Each line of the records containing "show" is to be copied out and returned.

*** EXCERPTED RECORDS Section Begins ***

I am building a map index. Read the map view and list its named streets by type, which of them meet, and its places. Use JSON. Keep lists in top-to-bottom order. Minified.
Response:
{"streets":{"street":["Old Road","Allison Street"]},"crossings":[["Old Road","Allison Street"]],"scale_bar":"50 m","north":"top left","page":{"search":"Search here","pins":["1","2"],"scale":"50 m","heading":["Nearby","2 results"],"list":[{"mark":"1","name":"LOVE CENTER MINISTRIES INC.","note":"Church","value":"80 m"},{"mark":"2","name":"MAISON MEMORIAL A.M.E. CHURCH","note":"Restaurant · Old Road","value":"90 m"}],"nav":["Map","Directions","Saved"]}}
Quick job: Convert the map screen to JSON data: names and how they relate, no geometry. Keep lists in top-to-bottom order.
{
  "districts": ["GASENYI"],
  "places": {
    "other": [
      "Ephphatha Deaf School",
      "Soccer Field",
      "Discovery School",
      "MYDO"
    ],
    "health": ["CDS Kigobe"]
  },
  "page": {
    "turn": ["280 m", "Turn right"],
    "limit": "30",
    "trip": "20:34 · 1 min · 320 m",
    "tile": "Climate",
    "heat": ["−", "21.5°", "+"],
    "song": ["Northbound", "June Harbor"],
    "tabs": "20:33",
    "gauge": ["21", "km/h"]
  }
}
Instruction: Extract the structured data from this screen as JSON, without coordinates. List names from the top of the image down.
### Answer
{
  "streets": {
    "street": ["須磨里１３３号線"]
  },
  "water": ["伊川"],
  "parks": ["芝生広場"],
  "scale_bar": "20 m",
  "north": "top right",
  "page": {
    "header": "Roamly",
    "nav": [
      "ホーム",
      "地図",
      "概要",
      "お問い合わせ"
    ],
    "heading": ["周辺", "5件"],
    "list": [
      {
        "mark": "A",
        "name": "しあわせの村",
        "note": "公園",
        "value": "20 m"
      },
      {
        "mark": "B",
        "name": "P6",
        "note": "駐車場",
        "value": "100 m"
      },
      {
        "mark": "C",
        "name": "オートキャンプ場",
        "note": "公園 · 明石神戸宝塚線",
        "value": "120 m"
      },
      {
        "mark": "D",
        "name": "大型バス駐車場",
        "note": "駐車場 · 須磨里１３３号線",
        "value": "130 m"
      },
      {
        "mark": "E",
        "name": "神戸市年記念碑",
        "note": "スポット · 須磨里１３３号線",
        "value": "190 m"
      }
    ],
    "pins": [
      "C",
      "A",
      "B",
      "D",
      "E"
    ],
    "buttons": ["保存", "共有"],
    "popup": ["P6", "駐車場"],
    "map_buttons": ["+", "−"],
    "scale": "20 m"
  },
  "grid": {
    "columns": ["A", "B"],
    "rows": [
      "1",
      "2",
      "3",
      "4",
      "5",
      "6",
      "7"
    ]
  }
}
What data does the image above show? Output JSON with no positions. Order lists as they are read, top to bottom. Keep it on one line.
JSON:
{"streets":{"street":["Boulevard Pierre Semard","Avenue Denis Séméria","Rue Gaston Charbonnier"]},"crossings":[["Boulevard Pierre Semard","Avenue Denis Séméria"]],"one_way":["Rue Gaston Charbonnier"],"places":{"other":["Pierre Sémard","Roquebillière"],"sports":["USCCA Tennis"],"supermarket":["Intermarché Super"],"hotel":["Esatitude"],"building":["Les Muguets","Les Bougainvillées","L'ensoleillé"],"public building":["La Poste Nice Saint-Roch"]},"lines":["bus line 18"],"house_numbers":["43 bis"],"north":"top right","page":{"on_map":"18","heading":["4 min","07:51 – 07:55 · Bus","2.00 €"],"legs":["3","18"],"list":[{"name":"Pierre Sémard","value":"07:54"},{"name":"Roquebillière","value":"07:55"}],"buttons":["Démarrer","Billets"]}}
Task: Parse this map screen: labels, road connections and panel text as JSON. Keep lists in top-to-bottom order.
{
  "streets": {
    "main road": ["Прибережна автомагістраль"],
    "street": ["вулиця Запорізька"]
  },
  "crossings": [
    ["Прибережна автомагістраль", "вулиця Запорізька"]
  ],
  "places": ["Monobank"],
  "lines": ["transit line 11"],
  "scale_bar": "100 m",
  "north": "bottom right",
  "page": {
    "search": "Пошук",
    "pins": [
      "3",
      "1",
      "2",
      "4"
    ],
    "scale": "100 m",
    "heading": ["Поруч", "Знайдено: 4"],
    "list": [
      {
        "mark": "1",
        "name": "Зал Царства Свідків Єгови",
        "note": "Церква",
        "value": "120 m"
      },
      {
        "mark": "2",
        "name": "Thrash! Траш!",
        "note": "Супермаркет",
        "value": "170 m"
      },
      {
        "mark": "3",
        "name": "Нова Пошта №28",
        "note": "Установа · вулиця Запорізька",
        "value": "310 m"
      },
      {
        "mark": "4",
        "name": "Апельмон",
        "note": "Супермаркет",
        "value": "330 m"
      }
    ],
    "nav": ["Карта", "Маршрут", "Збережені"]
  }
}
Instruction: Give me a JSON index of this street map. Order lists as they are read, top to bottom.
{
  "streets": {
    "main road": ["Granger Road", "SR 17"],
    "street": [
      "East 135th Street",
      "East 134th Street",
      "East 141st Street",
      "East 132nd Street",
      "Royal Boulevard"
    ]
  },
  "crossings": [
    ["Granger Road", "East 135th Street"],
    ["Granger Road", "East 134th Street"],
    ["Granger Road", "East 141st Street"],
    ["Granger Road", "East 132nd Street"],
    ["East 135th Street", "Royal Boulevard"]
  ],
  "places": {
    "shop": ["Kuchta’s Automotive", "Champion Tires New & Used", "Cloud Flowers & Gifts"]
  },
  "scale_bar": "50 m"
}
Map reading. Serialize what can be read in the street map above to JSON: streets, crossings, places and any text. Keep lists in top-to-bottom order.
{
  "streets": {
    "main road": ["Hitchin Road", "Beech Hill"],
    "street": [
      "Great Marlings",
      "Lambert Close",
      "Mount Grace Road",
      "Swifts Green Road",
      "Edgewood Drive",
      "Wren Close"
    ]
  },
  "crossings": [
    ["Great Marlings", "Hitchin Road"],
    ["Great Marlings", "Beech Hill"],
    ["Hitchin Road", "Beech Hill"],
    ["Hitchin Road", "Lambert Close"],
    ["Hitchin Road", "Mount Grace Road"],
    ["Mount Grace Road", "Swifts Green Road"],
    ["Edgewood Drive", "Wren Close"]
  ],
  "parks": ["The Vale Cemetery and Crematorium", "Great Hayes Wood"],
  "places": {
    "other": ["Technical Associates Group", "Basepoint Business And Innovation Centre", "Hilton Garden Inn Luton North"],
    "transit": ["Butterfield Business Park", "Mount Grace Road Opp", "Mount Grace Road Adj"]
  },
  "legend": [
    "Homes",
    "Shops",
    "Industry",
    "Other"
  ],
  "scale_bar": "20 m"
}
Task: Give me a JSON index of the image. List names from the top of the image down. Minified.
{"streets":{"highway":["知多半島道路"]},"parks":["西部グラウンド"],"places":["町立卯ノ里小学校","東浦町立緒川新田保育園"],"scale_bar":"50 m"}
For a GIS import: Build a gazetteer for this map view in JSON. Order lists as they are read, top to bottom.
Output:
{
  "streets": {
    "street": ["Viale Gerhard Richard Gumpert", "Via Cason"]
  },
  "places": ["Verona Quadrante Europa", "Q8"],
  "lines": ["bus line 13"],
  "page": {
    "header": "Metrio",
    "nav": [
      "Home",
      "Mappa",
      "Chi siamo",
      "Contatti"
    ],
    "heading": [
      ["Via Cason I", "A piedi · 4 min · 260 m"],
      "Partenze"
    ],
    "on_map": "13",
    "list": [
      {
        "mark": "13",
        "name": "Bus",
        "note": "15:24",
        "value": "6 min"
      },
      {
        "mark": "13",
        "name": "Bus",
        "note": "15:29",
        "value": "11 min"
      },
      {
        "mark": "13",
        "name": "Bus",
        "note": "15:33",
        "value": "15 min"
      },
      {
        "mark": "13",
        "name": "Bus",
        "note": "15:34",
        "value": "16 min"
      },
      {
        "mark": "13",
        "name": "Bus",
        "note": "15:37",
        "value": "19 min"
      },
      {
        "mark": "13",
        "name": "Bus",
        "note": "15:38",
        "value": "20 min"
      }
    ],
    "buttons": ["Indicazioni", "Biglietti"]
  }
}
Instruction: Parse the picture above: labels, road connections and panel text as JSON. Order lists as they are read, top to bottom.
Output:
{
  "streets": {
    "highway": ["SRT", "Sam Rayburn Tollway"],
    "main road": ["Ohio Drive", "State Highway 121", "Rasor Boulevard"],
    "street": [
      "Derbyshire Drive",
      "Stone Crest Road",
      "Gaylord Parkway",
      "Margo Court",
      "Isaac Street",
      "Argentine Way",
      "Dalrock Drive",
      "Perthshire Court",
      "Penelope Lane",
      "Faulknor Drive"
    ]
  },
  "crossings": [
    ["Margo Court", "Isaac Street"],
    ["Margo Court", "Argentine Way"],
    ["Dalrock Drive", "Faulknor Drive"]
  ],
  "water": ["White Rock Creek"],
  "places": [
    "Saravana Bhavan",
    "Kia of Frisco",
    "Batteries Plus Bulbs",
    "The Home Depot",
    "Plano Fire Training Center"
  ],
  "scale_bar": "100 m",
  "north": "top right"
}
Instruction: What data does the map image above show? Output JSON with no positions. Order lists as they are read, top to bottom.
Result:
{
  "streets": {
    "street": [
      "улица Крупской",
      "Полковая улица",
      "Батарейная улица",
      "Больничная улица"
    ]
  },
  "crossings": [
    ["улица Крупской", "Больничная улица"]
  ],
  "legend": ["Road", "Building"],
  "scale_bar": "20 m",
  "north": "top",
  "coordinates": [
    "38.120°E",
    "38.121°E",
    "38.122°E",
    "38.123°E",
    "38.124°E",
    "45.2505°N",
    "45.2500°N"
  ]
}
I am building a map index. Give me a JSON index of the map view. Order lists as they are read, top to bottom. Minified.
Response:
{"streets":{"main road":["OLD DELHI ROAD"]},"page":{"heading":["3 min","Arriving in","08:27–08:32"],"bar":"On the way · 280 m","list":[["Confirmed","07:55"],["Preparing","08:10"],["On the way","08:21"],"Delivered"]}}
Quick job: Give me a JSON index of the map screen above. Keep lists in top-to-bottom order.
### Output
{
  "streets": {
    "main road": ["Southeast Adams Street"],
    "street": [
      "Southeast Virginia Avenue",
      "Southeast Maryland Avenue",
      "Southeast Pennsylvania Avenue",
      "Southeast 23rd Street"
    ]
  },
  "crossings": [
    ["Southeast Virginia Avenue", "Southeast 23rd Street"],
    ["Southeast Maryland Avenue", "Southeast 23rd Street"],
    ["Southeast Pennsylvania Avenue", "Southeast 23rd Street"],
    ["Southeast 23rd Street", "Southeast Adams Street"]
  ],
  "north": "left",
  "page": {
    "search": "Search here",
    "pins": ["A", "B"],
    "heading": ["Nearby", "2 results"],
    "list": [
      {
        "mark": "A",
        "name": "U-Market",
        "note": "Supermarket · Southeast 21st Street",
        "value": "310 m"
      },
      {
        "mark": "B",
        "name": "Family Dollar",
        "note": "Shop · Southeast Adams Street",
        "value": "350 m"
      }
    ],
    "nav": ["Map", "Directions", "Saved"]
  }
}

*** EXCERPTED RECORDS Section Ends ***

[EXERCISE ANSWER]:
What data does the image above show? Output JSON with no positions. Order lists as they are read, top to bottom. Keep it on one line.
Instruction: What data does the map image above show? Output JSON with no positions. Order lists as they are read, top to bottom.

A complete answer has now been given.